Sono vadio

Os papos nos olhos que lhos faziam pequenos, denunciavam a inquietação das noites.
O ar cansado mas calmo dizia que tudo não passava dum capricho de sono.
Um sono vadio, como ele lhe chamava.
Cansado da rotina das noites que já não lhe traziam nada de novo, ausentava-se por paragens que ele não lhe conhecia.
A principio, procurava-o por entre as páginas dum livro entre os muitos que andavam pela casa.
Tentou pressenti-lo nas músicas doutros tempos. Talvez andasse a vasculhar memórias.

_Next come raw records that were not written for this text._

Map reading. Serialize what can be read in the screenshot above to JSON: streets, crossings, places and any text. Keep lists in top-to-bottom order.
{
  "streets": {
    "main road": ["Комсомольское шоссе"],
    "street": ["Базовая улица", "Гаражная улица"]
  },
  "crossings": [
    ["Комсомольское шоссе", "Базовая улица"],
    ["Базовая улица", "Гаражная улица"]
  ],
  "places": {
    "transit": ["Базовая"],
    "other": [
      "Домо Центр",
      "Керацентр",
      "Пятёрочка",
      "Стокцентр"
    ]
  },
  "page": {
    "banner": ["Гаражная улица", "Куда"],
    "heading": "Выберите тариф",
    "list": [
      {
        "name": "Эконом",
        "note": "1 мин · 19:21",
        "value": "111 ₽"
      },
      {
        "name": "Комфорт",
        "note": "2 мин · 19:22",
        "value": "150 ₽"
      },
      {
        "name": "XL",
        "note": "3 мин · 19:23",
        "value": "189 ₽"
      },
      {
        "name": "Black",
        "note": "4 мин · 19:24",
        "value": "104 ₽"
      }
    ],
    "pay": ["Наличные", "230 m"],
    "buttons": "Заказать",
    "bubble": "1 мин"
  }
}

Deixava-se ficar debaixo do chuveiro, de olhos fechados, a sentir o calor da água aquecer-lhe cada pedaço de pele até ficar engelhada. E via o sono a brincar nas nuvens de vapor.
Colava-se ao espelho e pedia-lhe legendas nas adivinhas que lhe segredava.
Acabava com uma amálgama de palavras e imagens que não sabia de onde vinham. Apagava-as com a toalha. E de repente, mirava-se e pedia ao sono que deixasse de se esconder.
Derrotado pelo cansaço caia em cima da cama ainda fria. Secava as últimas gotas nos lençois que agora o cobriam e fechava os olhos. No escuro do quarto ficavam as estrelas dentro dos olhos a bailar.
E num sítio qualquer viajava o sono vagabundo. Longe, sem destino.
Á procura, não sabia ele, de quê. De nada e de tudo. Se calhar só de distância e liberdade.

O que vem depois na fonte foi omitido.